Cheikh. Ah. Al-Tayeb.
Nous avons visité l'institut catholique de Paris et nous connaissons cette expérience qui consiste à enseigner aux futurs imams la nature spécifique de la France laïque. Nous  approuvons cette démarche qui permet de sensibiliser les futurs imams à la singularité quasi unique de la société française.

 DDV. Imaginez-vous une expérience semblable à Al-Azhar ? Que savent, par exemple, du christianisme, les imams formés à Al-Azhar ?   
Cheikh. Ah. Al-Tayeb.
Nous n'avons pas mis en place, à Al-Azhar, un enseignement du christianisme à destination des imams ou des élèves imams, mais nous avons créé des échanges avec l'institut catholique du Caire, où sont données des conférences sur l'islam. De même, nous accueillons ou organisons à Al-Azhar des conférences sur le christianisme et sur les religions bibliques.

 DDV. Les musulmans sont nombreux en Europe. Ils sont appelés à rester dans ces pays de tradition judéo-chrétienne . pensez-vous qu'il puisse exister un islam " européen " ou " occidental " spécifique ?
Cheikh. Ah. Al-Tayeb.
Sur le plans doctrinal, le respect des cinq piliers de l'islam s'impose à tout musulman. Quant à la pratique, même si elle s'inscrit dans une société occidentale, rien n'empêche un musulman français, européen de vivre sa pratique religieuse. Il peut épouser une femme d'une autre religion sans pour cela qu'elle soit obligée de se convertir. Ceci en Europe comme ici, en Egypte.
Et j'ajouterai que, lorsque j'ai étudié en France, à aucun moment je n'ai senti de pression ou d'incitation à modifier quoique ce soit dans la pratique de ma religion.

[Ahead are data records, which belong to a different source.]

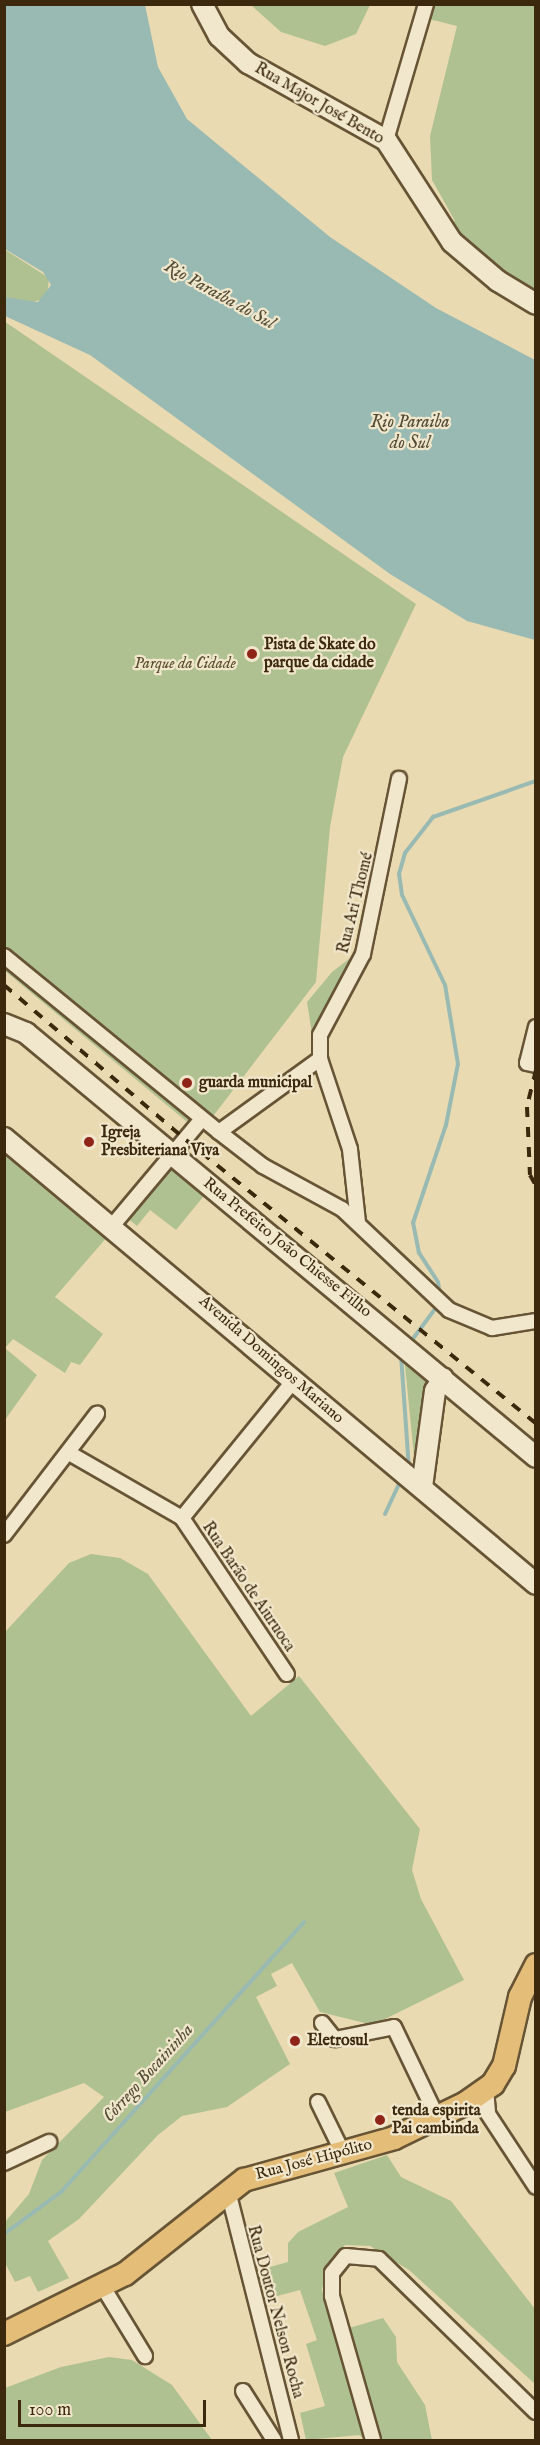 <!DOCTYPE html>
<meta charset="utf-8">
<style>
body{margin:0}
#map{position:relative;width:540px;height:2445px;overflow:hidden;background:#e9dab1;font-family:"IM FELL English",serif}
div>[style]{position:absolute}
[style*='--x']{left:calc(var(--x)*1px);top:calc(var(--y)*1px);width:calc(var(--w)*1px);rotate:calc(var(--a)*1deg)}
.green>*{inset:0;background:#b0c191}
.water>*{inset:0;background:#99bab3}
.stream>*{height:4px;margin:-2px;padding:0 2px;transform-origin:2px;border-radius:2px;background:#99bab3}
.roads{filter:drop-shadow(2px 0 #675435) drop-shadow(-2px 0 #675435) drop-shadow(0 2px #675435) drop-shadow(0 -2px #675435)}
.street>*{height:14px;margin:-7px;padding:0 7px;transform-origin:7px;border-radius:7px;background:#f1e7cc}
.secondary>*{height:20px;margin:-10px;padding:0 10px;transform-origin:10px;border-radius:10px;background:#f1e7cc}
.primary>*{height:22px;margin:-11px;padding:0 11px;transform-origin:11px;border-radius:11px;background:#e4bd78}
.rail>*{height:4px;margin-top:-2px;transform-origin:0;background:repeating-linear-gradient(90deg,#3c280c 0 10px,transparent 0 20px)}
.dots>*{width:16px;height:16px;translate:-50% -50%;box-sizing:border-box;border:3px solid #f1e7cc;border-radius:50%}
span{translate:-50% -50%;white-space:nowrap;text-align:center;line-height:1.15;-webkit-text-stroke:4.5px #f1e7cc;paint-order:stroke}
.street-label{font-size:16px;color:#3c280c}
.poi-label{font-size:16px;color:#3c280c;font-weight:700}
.left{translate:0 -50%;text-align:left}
.park-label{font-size:16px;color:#594e2d;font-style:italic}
.water-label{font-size:18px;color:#534c36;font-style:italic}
.frame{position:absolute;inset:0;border:6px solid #3c280c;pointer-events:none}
.scale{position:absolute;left:18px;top:2400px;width:188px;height:27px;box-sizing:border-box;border:3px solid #3c280c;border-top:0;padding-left:8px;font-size:18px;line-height:21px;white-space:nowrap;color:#3c280c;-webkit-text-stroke:4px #f1e7cc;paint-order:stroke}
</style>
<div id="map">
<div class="green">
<i style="clip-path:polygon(251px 5px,370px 5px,356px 34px,325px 46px,281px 32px)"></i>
<i style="clip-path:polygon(433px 5px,535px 5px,535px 297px,515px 287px,448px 226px,455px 221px,432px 180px,430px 136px,457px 26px,429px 19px)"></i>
<i style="clip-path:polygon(4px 249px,49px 278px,47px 298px,29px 303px,5px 297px)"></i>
<i style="clip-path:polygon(4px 321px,416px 604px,343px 757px,330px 827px,316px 982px,207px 1124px,186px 1121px,5px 971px)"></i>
<i style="clip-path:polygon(361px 950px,318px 1036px,312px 1034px,307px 1002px,332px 972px)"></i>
<i style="clip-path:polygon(5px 1151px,108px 1236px,55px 1297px,103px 1334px,80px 1365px,71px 1362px,65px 1373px,13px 1339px,5px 1348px,37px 1375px,5px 1420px)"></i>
<i style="clip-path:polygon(175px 1156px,212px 1186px,176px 1230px,150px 1210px,137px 1226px,126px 1217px)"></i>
<i style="clip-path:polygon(404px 1355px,429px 1373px,415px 1467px)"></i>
<i style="clip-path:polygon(91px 1554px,120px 1558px,148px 1574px,251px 1716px,299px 1676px,420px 1829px,412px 1870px,421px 1899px,464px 1980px,373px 2025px,320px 2012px,292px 1963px,271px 1974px,277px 1986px,256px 1997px,290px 2064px,227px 2107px,182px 2116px,158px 2135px,79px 2219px,48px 2241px,69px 2278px,38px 2292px,30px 2276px,15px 2282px,5px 2263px,5px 2222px,29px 2194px,42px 2160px,104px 2097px,84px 2083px,5px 2112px,5px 1632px,69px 1563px)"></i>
<i style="clip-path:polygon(387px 2155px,401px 2177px,451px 2201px,535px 2309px,535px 2384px,409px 2270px,370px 2246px,345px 2245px,327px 2264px,322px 2290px,367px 2440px,359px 2435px,306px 2440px,300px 2413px,325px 2406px,306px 2344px,317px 2340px,300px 2290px,266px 2299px,259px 2270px,288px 2262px,288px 2243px,298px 2232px,348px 2207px,334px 2173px)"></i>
<i style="clip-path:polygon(383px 2318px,396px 2337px,397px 2362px,425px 2405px,432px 2440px,381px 2440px,349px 2328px)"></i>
<i style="clip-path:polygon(109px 2357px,132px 2360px,172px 2385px,212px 2440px,5px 2440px,5px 2388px,61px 2367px)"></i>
</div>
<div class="water">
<i style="clip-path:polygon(5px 4px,145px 5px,158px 67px,187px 119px,330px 237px,436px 308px,535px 360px,535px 640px,467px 621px,390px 574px,90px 355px,5px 316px,5px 297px,38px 302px,51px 285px,43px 272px,5px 249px)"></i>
</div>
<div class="stream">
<i style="--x:440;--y:1295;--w:13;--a:-99"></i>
<i style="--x:438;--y:1282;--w:35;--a:-123"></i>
<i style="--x:419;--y:1253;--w:31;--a:-101"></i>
<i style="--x:413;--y:1223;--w:103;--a:-71.4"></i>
<i style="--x:446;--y:1125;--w:62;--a:-78.9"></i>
<i style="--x:458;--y:1064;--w:80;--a:-99.3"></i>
<i style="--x:445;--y:985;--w:100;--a:-115.5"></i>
<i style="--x:402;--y:895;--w:21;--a:-98"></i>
<i style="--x:399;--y:874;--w:22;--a:-74"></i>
<i style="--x:405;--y:853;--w:46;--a:-52.1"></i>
<i style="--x:433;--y:817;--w:109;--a:-19.3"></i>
<i style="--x:409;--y:1344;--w:49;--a:-53.4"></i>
<i style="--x:401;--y:1355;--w:114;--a:86"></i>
<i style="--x:385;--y:1514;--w:38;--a:-65"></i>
<i style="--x:4;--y:2234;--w:71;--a:-36.4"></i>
<i style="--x:61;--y:2192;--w:363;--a:-48"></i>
</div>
<div class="roads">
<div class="street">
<i style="--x:386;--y:140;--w:142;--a:-73.6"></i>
<i style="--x:4;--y:956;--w:278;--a:39.3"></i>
<i style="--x:219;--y:1132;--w:125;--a:-35.9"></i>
<i style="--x:536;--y:1027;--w:37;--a:104"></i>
<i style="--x:527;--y:1063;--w:9;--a:13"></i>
<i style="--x:219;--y:1132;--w:56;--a:37.7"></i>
<i style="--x:263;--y:1166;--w:90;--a:28.6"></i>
<i style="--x:342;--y:1209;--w:147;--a:43.3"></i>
<i style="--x:449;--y:1310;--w:47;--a:22.7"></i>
<i style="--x:492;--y:1328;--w:45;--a:-9"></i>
<i style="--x:358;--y:1222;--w:73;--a:-96.3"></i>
<i style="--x:350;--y:1149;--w:95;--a:-108.4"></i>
<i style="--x:320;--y:1059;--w:24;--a:-90"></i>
<i style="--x:320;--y:1035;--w:92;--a:-62"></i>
<i style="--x:363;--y:954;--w:179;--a:-78.4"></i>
<i style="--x:113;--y:1225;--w:137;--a:-50"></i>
<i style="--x:69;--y:1453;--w:130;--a:29.9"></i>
<i style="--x:182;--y:1518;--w:188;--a:56.1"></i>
<i style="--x:182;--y:1518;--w:178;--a:-50.9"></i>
<i style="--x:4;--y:1535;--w:153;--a:-52.5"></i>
<i style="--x:322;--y:2023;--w:21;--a:51"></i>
<i style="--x:335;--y:2039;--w:60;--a:-11.5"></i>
<i style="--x:394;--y:2027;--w:102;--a:64.4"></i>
<i style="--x:486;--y:2089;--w:25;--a:85"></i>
<i style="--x:488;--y:2114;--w:87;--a:56.7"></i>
<i style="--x:318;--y:2102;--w:57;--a:63.9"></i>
<i style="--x:4;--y:2163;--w:50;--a:-25"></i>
<i style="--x:228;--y:2191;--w:257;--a:75.8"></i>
<i style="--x:103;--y:2287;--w:81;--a:58.7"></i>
<i style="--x:243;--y:2391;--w:58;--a:57.7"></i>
<i style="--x:373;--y:2440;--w:150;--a:-105.9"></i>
<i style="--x:332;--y:2296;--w:23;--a:-90"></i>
<i style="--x:332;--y:2273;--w:22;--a:-51"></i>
<i style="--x:346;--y:2256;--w:33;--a:5"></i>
<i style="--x:379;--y:2259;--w:219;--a:44.3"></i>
</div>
<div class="secondary">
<i style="--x:202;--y:4;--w:36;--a:62"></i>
<i style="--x:219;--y:36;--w:40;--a:43"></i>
<i style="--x:248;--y:63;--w:158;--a:29.2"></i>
<i style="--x:386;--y:140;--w:121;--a:57.1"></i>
<i style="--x:452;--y:242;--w:60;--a:40.3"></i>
<i style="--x:498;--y:281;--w:44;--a:31.2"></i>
<i style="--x:4;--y:1024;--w:24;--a:22"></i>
<i style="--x:26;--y:1033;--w:663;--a:39.74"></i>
<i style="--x:4;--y:1138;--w:694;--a:39.97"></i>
<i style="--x:422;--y:1487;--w:97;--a:-82.3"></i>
<i style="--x:435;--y:1391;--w:15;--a:-58"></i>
</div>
<div class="primary">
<i style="--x:4;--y:2334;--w:135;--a:-26.4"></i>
<i style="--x:125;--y:2274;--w:152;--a:-38.3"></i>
<i style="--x:244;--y:2180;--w:156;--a:-15.6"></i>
<i style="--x:394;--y:2138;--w:80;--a:-25.9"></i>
<i style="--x:466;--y:2103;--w:33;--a:-35"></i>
<i style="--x:493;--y:2084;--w:21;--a:-59"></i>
<i style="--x:504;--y:2066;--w:71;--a:-76.9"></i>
<i style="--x:520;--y:1997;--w:36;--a:-63"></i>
</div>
</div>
<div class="rail">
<i style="--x:4;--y:985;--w:239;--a:40.4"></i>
<i style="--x:186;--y:1140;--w:450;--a:39"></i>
<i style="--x:536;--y:1070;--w:38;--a:104"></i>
<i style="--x:527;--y:1107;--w:68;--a:87.5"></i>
<i style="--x:530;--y:1175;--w:13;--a:61"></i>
</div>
<div class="dots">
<i style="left:252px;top:654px;background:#8f2418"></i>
<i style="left:187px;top:1083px;background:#8f2418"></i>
<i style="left:89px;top:1142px;background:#8f2418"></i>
<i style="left:295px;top:2041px;background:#8f2418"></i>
<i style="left:380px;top:2120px;background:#8f2418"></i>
</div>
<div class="street-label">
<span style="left:319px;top:104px;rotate:30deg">Rua Major José Bento</span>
<span style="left:356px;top:903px;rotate:-76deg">Rua Ari Thomé</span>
<span style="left:287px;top:1248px;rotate:39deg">Rua Prefeito João Chiesse Filho</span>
<span style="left:271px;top:1360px;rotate:41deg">Avenida Domingos Mariano</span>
<span style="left:248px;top:1587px;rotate:56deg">Rua Barão de Aiuruoca</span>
<span style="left:314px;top:2160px;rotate:-15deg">Rua José Hipólito</span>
<span style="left:275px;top:2312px;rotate:75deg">Rua Doutor Nelson Rocha</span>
</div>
<div class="poi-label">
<span class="left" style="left:264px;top:654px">Pista de Skate do<br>parque da cidade</span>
<span class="left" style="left:199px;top:1083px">guarda municipal</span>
<span class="left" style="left:101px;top:1142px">Igreja<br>Presbiteriana Viva</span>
<span class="left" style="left:307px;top:2041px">Eletrosul</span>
<span class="left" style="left:392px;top:2120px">tenda espirita<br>Pai cambinda</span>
</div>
<div class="park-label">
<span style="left:185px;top:664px">Parque da Cidade</span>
</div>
<div class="water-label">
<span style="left:219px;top:296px;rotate:29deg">Rio Paraíba do Sul</span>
<span style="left:410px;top:434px">Rio Paraiba<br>do Sul</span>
<span style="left:149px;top:2074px;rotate:-48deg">Córrego Bocaininha</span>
</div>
<div class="frame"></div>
<div class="scale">100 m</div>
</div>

 DDV. C'est au lendemain du concile du Vatican II qu'à commencé le dialogue entre l'Eglise catholique et l'Islam. On en évoque souvent la nécessité, on en voit plus rarement les résultats.
Cheikh. Ah. Al-Tayeb. Avec la disparition du pape Jean Paul II, nous avons perdu un grand homme de dialogue, et nous le regrettons. Nous ressentons certaines déclarations du pape Benoit XVI comme une posture d'hostilité. Ainsi  en est-il du discours de Ratisbonne, très douloureusement perçu par la communauté musulmane et par nous-mêmes. Les explications a posteriori ne nous ont pas convaincus.
Néanmoins, nous avons tenté de renouer ce dialogue à travers plusieurs signes que nous avons voulu donner dans certains de nos discours qui ont été publiés. Hélas, en vain ! Nous aimerions que ce dialogue soit aussi positif que celui que nous avons avec les autres confessions chrétiennes, en particulier dans l'échange que nous avons très régulièrement avec les orthodoxes.
Nous avons l'impression qu'aujourd'hui, le Vatican privilégie plutôt le dialogue judéo-chrétien. Compte tenu de l'importance de l'islam, qui représente plus d'un milliard et demi de fidèles, Al-Azhar attend un geste du Vatican qui exprimerait sa volonté de reprendre ce dialogue auquel nous sommes ouverts.